MGM Resorts International fell prey to the same hacking syndicate that targeted Caesars Entertainment a few weeks prior, reliable sources disclosed. Identified by the cryptic moniker “Scattered Spider,” the group allegedly issued a ransom ultimatum to MGM following the cyberattack, demanding undisclosed compensation for sensitive data, as reported by two individuals privy to the situation. It remains unclear whether the hackers resorted to ransomware tactics to lock the casino giant’s files.
While MGM declined to comment on the cyberattack, they confirmed that a comprehensive investigation into the incident is underway. In a press release issued on Tuesday, the company assured stakeholders of their commitment to fortifying their operational security. Post the revelation, shares of the casino behemoth experienced marginal fluctuations during after-hours trading, witnessing a modest 1.2% dip on Wednesday, settling at $41.47.
Scattered Spider, a consortium of hackers spanning the United States and the United Kingdom, includes members as young as 19, sources revealed. Mandiant Inc., a division of Google Cloud, initially encountered the group in 2022. Charles Carmakal, Mandiant’s Chief Technical Officer, characterized them as “one of the most prevalent and aggressive threat actors impacting organizations in the United States today.”
The FBI echoed similar concerns about the hacker collective in April of the same year, cautioning the public about their malevolent activities.
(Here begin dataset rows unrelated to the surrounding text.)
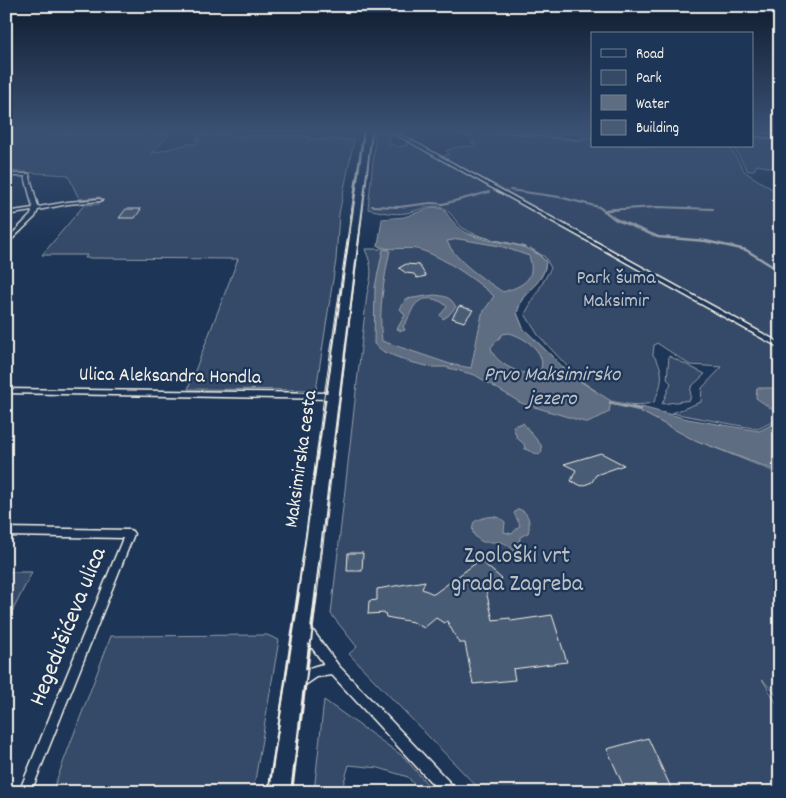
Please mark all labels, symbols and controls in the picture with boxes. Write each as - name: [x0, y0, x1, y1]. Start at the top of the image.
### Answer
- legend: [591, 32, 754, 148]
- text: Road: [636, 44, 664, 66]
- text: Park: [636, 68, 662, 90]
- text: Water: [636, 94, 670, 116]
- text: Building: [636, 118, 679, 140]
- park label: Park šuma Maksimir: [576, 265, 656, 316]
- street label: Ulica Aleksandra Hondla: [79, 361, 262, 393]
- water label: Prvo Maksimirsko jezero: [484, 361, 622, 415]
- street label: Maksimirska cesta: [278, 388, 326, 530]
- park label: Zoološki vrt grada Zagreba: [451, 540, 584, 602]
- street label: Hegedušićeva ulica: [22, 542, 117, 712]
It was disclosed that Scattered Spider leased their ransomware software to various entities, resulting in a global compromise of over 60 organizations. The group is notorious for executing SIM swaps for mobile devices, a tactic commonly referred to as social engineering attacks. Victims are targeted through phishing campaigns, leading to data theft and ransom extortion. However, Scattered Spider has recently shifted their focus towards pilfering sensitive information for hostage-taking purposes.
The MGM cyberattack by Scattered Spider stands as a stark reminder to both businesses and consumers alike about the criticality of cybersecurity. As hacker groups refine their tactics, the stakes grow higher, underscoring the necessity for organizations to elevate their security protocols to safeguard their networks and data.
In light of the escalating prevalence of cyber threats, exemplified by high-profile incidents like the MGM breach, it is imperative for businesses and government entities to treat these breaches with the gravity they deserve. Implementing robust security measures is paramount in stemming the tide of these large-scale data breaches.